Building a criminal case requires forensic and impartial scrutiny of the evidence. Shockingly, however, the Crown Prosecution Service continues to mislead about something as fundamental as the sex of men accused of serious crimes. And the latest example, though egregious, is far from a one-off.
A man has just been convicted of murder at Chester Crown Court. Aurin Makepeace stabbed Steven Rothwell with a kitchen knife and left him dead or dying in his flat in Macclesfield. The two men had met several years before in a male prison, HMP Grendon, where Makepeace was serving a sentence for wounding, while Rothwell was a convicted murderer. Makepeace has a long history of violence, including convictions for grievous bodily harm, affray and assaulting a police officer. It’s a grim story of male-on-male violence that has absolutely nothing to do with women.
Not according to the CPS, however. Throughout the press release, Makepeace is consistently referred to using female pronouns, including a claim that “she” made no attempt to get help for the victim. Bizarrely, the CPS crowed that “the jury have seen through Makepeace’s layers of lies” while failing to acknowledge its own. Makepeace claims to have “transitioned”, but he is visibly male in the photo accompanying the press release.
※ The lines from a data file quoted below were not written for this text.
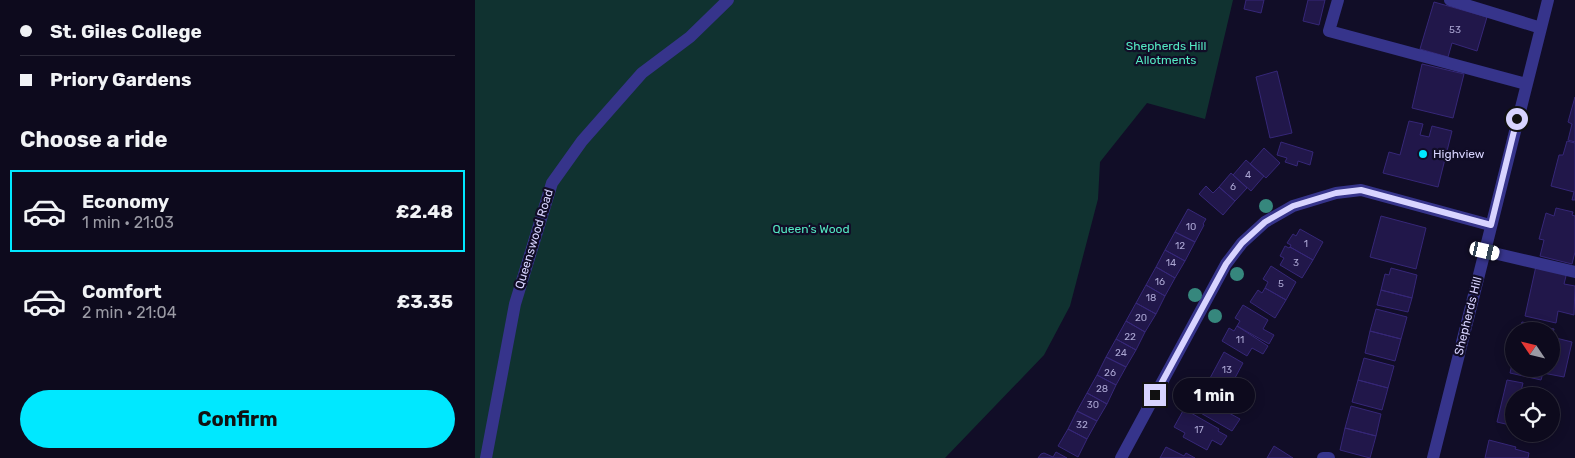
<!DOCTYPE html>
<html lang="en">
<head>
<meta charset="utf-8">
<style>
  body { margin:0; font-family:Rubik,sans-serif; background:#1b182a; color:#f1f3f6; height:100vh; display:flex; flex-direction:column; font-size:19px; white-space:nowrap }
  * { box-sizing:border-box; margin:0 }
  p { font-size:16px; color:#9a9aa4 }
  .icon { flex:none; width:28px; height:28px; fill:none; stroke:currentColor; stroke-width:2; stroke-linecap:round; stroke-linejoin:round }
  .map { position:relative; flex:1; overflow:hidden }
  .sheet { display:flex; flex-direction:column; background:#0d0a1d; width:475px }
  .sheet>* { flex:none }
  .guide { display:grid; align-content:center; height:110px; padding:0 20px; background:#0d0a1d }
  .needle { width:32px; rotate:305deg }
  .fabs { position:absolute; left:1030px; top:322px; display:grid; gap:10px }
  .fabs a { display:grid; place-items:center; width:55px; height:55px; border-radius:50%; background:#0d0a1d; box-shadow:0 2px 12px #0003,0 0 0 1px #2d2b3b; font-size:25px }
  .end { position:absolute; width:22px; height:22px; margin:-11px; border:6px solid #d8d4ff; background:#111; box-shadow:0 0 0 2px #111 }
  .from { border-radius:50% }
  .bubble { position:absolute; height:35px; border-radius:18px; background:#0d0a1d; box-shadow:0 2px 12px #0003,0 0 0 1px #2d2b3b; font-size:16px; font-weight:700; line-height:35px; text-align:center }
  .car { position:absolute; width:15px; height:30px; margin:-15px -8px; border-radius:6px; box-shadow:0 0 4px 1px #0007; background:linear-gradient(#fff 24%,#345 0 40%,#fff 0 76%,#345 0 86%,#fff 0) }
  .guide b { display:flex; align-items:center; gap:18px; height:48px; font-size:19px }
  .guide b+b { border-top:1px solid #2d2b3b }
  .guide i { width:12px; height:12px; background:#f1f3f6 }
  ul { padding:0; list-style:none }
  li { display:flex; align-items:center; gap:15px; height:82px; margin:0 10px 8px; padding:0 10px; border:2px solid transparent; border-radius:0px }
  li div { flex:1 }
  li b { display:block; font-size:19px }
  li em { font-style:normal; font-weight:700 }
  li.active { border-color:#00e8ff }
  li>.icon { width:45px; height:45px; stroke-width:1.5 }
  h2 { padding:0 20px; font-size:22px; line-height:60px }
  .cta { display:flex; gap:10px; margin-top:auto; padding:10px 20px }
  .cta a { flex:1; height:58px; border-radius:30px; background:#00e8ff; color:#111; font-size:20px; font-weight:700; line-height:58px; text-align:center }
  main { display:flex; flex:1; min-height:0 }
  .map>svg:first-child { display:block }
  .green { fill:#103230 }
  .building { fill:#21174a; stroke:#362778 }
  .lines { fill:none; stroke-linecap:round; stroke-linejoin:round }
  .minor { stroke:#36348b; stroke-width:12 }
  .tree { fill:#36877d }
  .route { stroke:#d8d4ff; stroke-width:6 }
  .poi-dot { fill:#00e8ff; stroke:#110d27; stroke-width:2 }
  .labels { text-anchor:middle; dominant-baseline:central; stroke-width:4.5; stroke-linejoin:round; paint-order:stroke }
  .number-label { font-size:10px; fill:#aaa5d2 }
  .park-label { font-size:12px; fill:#54eac3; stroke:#110d27 }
  .poi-label { font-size:12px; fill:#d8d4ff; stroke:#110d27; text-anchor:start }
  .street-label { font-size:12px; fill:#d8d4ff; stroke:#110d27 }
</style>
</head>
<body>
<main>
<section class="sheet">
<div class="guide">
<b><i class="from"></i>St. Giles College</b>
<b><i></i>Priory Gardens</b>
</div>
<h2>Choose a ride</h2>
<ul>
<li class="active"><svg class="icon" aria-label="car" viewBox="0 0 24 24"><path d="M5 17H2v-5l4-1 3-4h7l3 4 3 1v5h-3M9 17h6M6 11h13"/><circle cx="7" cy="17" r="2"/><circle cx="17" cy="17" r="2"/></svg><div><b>Economy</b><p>1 min · 21:03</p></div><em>£2.48</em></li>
<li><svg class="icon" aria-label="car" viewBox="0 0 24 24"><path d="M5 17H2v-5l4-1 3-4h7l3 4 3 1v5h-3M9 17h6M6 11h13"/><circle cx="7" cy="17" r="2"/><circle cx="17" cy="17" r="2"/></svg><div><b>Comfort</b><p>2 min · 21:04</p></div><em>£3.35</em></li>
</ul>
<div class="cta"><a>Confirm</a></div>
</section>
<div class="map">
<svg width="1100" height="458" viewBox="0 0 1100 458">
  <rect width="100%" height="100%" fill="#110d27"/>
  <path class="green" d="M 0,0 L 758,0 L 730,119 L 672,103 L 625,162 L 623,199 L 595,306 L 569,355 L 470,458 L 0,458 Z"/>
  <path class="building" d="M 771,0 L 789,0 L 786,13 L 769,9 Z
    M 833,0 L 850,0 L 844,25 L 828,21 Z
    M 959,2 L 1012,17 L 1002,51 L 977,43 L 973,57 L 945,49 Z
    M 947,64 L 989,74 L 978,118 L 937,108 Z
    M 802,71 L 817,133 L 795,138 L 781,77 Z
    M 1100,97 L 1100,142 L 1093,140 L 1097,124 L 1093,122 Z
    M 934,121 L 948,124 L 945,135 L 954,137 L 957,126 L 977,131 L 963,187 L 908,173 L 914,152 L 925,155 Z
    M 1092,141 L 1100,143 L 1100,200 L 1097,200 L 1099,192 L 1076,186 L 1084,155 L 1088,155 Z
    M 806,142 L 838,152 L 835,165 L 823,161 L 822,166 L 810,162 L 812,158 L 802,155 Z
    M 789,148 L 805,163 L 791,178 L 775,164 Z
    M 771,160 L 789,176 L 776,191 L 758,175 Z
    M 756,173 L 772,188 L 760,201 L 744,187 Z
    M 731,186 L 738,193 L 744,187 L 760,201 L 748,215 L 724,194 Z
    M 1081,208 L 1098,212 L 1097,215 L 1100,216 L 1100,252 L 1097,264 L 1065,256 L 1069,240 L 1064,239 L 1071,213 L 1079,216 Z
    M 713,209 L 731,219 L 728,224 L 729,225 L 720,242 L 700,232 Z
    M 906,216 L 951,228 L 941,269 L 895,257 Z
    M 825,229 L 848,242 L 838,260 L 815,247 L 816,245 L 812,243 L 818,234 L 821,236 Z
    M 700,232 L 720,242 L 710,261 L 690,250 Z
    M 810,246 L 814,248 L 815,247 L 838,260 L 827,278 L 805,265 L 809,258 L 805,256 Z
    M 690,250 L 710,261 L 700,278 L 681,267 Z
    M 796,266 L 821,282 L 811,300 L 790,288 L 793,282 L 788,279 Z
    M 1061,266 L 1092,272 L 1089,284 L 1100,286 L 1099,315 L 1083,311 L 1081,323 L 1050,316 Z
    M 681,267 L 700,278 L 690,296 L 671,285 Z
    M 916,268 L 942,275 L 937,298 L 906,290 L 910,274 L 914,275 Z
    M 671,285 L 690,296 L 681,314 L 661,303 Z
    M 790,288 L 811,300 L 800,318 L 775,302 L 783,290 L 787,293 Z
    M 906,290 L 937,298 L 933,312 L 902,305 Z
    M 661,303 L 681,314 L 670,332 L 651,321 Z
    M 768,305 L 793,320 L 788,329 L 799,335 L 794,344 L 762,326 L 765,321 L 760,318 Z
    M 901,309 L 932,317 L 926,339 L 895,331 Z
    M 651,321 L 670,332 L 661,350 L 641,339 Z
    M 1047,322 L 1079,329 L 1077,337 L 1097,342 L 1089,377 L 1068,373 L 1066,380 L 1035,373 L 1039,356 L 1039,369 L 1076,369 L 1076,331 L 1044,331 Z
    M 762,326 L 793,346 L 788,354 L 777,348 L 772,356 L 747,341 L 754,328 L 759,331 Z
    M 895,331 L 926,339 L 920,361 L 890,353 Z
    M 641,339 L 661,350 L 651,367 L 631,357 Z
    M 749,352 L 768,363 L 753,391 L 734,380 Z
    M 631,357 L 651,367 L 641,385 L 622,375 Z
    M 889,358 L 919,366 L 913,388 L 883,380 Z
    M 622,375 L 641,385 L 632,404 L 612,393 Z
    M 883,380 L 913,388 L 907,410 L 877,402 Z
    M 1032,380 L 1048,383 L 1046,391 L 1063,394 L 1062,396 L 1039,396 L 1039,426 L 1022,422 Z
    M 728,385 L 744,395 L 747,390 L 763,399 L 754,413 L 765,419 L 757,431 L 710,404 L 719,388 L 724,391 Z
    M 612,393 L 632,404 L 622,421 L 602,411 Z
    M 876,406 L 906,414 L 901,436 L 870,428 Z
    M 709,409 L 744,429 L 743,431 L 752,436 L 746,445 L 737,440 L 732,450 L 708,437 L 710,433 L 699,427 Z
    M 602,411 L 622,421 L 612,439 L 593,429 Z
    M 870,428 L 901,436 L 895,458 L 865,450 Z
    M 593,429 L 612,439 L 603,457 L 583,446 Z
    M 1039,434 L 1059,434 L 1058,439 Z
    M 1014,440 L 1041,447 L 1040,449 L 1054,453 L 1053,458 L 1010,458 Z
    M 799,446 L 818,458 L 792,458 Z
    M 691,447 L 709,456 L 711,453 L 720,458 L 685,458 Z
    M 581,452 L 592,458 L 563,458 L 566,454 L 569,453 L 578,457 Z"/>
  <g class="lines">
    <path class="minor" d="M 863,0 L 854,31 L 1051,84
      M 975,0 L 1066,28
      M 1010,251 L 1100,272
      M 11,458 L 40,304 L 77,183 L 107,141 L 167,73 L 215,37 L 253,0
      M 646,458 L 751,264 L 767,243 L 790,222 L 818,206 L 861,193 L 886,190 L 1015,225
      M 848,458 L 854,458
      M 958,458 L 1073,0"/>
  </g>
  <g class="tree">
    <circle cx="791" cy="206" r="7"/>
    <circle cx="762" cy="274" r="7"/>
    <circle cx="720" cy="295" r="7"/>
    <circle cx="740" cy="316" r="7"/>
  </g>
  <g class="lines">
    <path class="route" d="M 680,395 L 751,264 L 767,243 L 790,222 L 818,206 L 861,193 L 886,190 L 1016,225 L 1042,119"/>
  </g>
  <circle class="poi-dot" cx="948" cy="154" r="5"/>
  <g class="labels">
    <g class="number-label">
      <text x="980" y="30">53</text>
      <text x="773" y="175">4</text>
      <text x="758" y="187">6</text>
      <text x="716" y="227">10</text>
      <text x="831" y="244">1</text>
      <text x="705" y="246">12</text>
      <text x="696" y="263">14</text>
      <text x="821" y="263">3</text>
      <text x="685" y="282">16</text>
      <text x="806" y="284">5</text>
      <text x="676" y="298">18</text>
      <text x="666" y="318">20</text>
      <text x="655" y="337">22</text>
      <text x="765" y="340">11</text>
      <text x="646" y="353">24</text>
      <text x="752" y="370">13</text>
      <text x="635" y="373">26</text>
      <text x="627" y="389">28</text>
      <text x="618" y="405">30</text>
      <text x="607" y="425">32</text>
      <text x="724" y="430">17</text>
    </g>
    <g class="park-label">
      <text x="691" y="46">Shepherds Hill<tspan x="691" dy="14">Allotments</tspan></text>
      <text x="336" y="229">Queen’s Wood</text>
    </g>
    <g class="poi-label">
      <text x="958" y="154">Highview</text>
    </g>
    <g class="street-label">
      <text transform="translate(59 239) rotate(-73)">Queenswood Road</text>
      <text transform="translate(993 316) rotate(-76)">Shepherds Hill</text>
    </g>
  </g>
</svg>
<div class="fabs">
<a><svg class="needle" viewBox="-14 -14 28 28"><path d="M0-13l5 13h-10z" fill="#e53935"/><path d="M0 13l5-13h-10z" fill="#9a9aa4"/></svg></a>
<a><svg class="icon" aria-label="locate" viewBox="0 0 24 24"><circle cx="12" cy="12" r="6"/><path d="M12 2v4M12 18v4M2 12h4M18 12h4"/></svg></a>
</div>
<i class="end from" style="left:1042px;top:119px"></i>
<i class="end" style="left:680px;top:395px"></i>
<div class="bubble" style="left:698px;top:378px;width:82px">1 min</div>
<i class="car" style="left:1010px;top:251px;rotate:103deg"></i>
</div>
</main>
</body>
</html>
The doublespeak of the CPS goes much further than that. In August last year, a man was convicted of deceiving another man into having sex by pretending he was a woman. The CPS’s argument was that the victim could not give informed consent because the defendant, who calls himself Ciara Watkin, concealed the fact that he was a “transgender woman”. He’s not a woman of any sort: the entire case turned on the fact that Watkin hid his status as a biological male, yet the CPS went along with the deception by using female pronouns for him in a press release. It even referenced a text sent by Watkin in which “she” admitted to having male genitalia.
Both these cases happened after the Supreme Court clarified the legal definition of sex once and for all. The anniversary of that ruling is next month, and there is no way to reconcile the judgment with the CPS’s absurd statements that men convicted of violent or sexual crimes are women. Keir Starmer used to be director of public prosecutions, and presumably takes an interest in the service he once ran. Yet neither he nor any of the ministers responsible for justice in Britain have intervened to prevent the CPS from making itself a laughing stock.
It is not the job of prosecutors to affirm the delusions of men charged with serious offenses. Following the verdict in the Makepeace case, a KC, Simon Myerson, took to social media to say it’s “unutterably stupid for a justice agency — however poor — to misdescribe a crime”. We know that the consequences are far-reaching, skewing crime statistics by appearing to show an increase in violent offenses committed by women.
What’s really happening in this country is an epidemic of domestic and sexual violence against women. We are sick of having these characteristically male crimes blamed on us, and the CPS owes us an apology.